TASK INSTRUCTIONS: From the entries below, copy every line that holds the word "canvas".

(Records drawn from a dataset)

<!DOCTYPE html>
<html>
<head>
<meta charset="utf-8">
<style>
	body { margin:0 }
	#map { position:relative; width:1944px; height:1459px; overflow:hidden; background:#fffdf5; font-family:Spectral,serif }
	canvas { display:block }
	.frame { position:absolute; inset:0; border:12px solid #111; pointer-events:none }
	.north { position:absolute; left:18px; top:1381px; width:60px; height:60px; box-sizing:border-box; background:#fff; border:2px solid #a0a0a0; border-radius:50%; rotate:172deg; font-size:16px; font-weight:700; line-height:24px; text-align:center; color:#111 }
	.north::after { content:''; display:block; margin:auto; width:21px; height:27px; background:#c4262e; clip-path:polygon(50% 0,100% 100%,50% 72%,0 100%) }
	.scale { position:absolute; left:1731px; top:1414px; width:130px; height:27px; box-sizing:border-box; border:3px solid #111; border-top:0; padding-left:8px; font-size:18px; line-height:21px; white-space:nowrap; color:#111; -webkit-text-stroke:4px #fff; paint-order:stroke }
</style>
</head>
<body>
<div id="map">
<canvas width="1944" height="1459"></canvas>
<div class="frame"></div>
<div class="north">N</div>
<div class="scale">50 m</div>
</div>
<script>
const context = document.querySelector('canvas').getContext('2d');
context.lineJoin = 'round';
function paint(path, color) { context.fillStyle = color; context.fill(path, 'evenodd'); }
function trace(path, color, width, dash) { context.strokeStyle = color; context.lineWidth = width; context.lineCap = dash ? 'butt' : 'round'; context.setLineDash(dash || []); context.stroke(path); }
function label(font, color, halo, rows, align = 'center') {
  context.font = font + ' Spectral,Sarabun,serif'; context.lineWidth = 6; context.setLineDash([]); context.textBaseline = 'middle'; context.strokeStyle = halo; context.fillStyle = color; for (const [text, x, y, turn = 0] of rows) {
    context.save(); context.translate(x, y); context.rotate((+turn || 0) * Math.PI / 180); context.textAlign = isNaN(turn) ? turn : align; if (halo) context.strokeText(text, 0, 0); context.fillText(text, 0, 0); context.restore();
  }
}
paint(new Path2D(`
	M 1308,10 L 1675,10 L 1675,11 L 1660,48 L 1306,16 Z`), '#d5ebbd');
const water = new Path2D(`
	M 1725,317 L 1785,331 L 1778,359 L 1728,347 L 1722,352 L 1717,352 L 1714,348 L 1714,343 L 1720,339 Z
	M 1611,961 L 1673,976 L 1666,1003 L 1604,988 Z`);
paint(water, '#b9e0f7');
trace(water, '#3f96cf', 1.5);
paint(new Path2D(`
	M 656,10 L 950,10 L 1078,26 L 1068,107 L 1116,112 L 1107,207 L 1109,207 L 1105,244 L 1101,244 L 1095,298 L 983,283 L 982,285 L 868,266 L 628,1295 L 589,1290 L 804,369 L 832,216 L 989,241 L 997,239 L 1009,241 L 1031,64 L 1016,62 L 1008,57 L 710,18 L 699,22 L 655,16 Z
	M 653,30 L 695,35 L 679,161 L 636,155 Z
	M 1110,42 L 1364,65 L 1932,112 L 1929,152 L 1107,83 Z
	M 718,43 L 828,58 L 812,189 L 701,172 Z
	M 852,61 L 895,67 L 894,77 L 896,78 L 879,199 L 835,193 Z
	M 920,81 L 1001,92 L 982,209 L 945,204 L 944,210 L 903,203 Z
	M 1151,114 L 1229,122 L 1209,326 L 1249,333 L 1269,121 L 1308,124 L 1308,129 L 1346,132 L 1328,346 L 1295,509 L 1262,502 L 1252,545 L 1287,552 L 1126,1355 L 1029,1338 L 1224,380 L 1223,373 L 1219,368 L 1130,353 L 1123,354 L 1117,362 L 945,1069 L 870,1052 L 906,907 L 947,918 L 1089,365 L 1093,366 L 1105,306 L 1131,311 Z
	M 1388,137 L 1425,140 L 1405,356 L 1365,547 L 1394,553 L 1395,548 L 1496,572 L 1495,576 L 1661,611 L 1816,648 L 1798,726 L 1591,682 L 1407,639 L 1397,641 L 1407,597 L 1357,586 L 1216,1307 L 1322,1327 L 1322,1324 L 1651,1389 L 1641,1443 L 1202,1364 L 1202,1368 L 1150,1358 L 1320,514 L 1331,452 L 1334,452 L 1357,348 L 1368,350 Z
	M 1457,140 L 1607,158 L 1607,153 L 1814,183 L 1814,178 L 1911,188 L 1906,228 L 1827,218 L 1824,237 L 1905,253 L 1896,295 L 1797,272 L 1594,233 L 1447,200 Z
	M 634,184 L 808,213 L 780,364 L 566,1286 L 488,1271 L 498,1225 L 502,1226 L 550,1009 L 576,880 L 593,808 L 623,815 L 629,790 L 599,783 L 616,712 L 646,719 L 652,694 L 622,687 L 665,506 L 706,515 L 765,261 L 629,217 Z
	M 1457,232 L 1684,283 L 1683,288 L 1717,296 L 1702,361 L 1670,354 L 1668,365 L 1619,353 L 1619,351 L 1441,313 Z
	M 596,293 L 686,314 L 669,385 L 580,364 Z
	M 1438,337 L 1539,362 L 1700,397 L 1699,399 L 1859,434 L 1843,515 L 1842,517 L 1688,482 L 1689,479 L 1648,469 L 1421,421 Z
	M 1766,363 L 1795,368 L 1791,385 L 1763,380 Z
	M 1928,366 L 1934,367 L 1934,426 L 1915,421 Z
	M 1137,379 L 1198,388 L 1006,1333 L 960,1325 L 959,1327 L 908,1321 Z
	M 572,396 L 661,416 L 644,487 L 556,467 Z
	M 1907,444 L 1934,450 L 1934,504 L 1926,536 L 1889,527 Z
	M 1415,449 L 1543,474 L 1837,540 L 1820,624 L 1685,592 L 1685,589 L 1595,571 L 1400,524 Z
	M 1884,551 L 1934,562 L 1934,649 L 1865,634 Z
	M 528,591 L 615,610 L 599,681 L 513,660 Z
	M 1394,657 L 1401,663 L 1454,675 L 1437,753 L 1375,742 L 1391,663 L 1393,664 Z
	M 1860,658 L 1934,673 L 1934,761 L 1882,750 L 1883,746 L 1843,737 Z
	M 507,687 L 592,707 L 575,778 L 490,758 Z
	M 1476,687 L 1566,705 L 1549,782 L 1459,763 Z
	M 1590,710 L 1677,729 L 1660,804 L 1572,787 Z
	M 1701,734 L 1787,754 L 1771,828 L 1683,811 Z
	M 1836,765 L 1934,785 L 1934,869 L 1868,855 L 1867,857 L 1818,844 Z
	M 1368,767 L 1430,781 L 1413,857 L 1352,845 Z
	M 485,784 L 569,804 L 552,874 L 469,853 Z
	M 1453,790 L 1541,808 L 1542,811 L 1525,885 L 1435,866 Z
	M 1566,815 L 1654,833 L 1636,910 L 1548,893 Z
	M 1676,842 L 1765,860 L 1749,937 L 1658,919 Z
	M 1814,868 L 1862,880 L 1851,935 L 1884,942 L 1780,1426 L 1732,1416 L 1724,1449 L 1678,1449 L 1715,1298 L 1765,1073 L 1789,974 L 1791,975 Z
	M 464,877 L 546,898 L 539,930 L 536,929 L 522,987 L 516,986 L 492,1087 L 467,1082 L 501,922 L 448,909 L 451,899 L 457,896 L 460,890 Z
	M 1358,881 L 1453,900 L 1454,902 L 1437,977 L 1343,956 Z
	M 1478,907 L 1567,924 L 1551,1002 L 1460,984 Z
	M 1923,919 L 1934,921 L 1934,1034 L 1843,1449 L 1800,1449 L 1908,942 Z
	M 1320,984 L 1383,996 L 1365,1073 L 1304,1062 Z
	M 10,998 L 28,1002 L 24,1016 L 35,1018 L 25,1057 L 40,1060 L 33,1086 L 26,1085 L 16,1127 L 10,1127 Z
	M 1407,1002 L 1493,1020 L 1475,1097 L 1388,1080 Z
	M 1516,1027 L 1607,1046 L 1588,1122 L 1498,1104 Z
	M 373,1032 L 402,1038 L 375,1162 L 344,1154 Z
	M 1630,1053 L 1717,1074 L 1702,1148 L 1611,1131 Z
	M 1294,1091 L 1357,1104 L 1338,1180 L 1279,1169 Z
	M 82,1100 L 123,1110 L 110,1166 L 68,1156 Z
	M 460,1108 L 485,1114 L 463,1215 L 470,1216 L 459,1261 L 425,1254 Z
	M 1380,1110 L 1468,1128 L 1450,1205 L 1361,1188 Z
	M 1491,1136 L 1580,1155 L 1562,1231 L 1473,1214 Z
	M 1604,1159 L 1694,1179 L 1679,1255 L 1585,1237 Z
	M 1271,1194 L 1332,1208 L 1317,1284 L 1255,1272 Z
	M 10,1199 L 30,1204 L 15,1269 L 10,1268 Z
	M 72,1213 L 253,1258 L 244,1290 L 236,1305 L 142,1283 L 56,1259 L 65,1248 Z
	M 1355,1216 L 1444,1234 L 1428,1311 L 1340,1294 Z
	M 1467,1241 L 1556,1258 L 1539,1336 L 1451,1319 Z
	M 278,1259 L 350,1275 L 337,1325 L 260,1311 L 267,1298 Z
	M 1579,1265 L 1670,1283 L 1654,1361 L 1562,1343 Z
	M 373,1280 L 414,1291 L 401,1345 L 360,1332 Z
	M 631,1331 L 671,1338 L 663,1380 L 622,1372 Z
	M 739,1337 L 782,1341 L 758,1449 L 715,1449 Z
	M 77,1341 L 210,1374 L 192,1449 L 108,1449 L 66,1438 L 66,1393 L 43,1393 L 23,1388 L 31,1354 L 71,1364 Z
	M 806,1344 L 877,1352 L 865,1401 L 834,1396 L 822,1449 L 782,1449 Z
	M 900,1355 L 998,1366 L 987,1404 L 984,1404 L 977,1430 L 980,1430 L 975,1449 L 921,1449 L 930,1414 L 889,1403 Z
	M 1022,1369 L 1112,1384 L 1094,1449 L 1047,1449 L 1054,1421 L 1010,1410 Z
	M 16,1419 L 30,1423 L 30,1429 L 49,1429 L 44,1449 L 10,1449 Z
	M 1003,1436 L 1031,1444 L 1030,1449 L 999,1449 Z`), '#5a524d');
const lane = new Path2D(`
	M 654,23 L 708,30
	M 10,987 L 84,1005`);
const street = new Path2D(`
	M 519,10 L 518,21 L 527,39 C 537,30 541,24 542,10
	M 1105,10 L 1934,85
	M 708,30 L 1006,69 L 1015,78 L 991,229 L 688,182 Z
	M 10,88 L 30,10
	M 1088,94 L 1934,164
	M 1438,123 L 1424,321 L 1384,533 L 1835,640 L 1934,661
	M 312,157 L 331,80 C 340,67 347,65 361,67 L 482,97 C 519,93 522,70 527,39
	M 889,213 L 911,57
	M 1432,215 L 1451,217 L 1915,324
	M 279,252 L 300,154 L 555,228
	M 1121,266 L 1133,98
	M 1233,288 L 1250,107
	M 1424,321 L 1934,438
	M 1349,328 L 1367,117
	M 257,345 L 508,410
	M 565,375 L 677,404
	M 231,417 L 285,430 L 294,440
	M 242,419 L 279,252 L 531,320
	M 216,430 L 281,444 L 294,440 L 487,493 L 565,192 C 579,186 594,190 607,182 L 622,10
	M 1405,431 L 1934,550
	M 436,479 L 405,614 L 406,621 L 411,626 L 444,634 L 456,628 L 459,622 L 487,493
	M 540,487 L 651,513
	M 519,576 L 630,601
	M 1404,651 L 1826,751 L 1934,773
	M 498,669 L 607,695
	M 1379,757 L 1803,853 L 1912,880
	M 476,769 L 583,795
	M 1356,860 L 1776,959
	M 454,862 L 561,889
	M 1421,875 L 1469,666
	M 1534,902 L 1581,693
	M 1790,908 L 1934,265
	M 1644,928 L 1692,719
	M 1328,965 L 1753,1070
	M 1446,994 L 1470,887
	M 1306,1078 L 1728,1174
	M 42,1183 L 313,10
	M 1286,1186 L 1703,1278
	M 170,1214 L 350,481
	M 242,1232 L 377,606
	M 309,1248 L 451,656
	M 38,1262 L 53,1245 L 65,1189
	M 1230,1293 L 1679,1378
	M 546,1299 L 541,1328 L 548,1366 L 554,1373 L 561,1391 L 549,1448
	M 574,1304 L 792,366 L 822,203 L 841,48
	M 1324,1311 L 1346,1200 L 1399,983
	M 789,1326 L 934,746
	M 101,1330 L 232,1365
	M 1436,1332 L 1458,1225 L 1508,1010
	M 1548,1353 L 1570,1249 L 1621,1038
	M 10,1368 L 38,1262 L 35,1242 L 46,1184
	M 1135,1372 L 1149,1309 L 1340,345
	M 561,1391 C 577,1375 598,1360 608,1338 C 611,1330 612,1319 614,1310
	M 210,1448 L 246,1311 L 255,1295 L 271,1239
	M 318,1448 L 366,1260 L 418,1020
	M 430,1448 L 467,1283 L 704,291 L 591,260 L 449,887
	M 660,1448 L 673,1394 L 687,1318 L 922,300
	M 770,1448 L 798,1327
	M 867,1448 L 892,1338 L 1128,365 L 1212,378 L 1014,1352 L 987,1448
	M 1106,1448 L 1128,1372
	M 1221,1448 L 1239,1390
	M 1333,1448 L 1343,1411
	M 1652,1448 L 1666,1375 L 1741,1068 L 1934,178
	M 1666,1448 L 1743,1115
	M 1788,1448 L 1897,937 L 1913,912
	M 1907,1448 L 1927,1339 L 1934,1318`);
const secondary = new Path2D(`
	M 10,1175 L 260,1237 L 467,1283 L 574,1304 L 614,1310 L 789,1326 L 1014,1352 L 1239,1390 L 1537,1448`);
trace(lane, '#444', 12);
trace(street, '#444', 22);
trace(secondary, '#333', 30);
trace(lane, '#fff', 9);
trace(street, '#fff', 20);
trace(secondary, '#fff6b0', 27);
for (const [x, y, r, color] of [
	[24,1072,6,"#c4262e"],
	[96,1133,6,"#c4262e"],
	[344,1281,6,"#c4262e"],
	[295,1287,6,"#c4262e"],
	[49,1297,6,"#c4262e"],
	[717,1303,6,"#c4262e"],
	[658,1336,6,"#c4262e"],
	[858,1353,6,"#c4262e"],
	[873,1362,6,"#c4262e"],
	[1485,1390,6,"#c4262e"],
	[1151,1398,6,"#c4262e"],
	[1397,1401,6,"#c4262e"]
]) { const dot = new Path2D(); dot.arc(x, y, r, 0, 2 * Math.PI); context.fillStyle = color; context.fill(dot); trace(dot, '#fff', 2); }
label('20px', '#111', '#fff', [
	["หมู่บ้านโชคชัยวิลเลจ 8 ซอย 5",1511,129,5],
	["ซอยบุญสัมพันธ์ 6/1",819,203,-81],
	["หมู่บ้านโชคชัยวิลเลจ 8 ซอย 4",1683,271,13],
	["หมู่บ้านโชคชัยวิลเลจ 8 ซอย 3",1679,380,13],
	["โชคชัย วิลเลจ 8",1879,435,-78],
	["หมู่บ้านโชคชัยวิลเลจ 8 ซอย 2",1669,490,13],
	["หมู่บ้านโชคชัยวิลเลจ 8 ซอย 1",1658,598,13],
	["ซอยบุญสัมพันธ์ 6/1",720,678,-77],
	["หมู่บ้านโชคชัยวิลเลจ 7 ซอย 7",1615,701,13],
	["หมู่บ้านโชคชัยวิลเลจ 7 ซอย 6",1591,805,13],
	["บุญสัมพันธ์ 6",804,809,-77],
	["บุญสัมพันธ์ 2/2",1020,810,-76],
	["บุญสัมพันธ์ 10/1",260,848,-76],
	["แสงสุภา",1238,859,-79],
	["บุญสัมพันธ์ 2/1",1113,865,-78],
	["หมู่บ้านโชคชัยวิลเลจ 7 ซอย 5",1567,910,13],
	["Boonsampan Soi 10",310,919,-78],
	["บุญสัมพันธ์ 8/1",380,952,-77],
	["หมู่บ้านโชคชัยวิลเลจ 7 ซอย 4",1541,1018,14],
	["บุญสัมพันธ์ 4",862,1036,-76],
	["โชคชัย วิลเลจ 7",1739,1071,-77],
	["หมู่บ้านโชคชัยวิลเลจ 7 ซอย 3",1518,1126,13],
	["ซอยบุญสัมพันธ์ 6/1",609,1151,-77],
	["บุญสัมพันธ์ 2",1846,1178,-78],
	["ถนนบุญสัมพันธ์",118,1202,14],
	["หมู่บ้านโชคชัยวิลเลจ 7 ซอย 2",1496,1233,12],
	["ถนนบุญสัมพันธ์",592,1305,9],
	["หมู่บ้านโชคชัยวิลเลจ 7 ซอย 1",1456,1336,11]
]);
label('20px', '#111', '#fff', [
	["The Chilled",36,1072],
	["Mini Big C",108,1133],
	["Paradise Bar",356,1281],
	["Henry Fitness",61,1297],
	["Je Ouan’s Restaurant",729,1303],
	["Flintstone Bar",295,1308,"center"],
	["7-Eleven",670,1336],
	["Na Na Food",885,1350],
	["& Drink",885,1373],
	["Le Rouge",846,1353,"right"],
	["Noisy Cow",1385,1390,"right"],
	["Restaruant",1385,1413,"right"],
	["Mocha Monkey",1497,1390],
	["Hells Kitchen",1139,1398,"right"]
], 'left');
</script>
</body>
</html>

RESULT:
	canvas { display:block }
<canvas width="1944" height="1459"></canvas>
const context = document.querySelector('canvas').getContext('2d');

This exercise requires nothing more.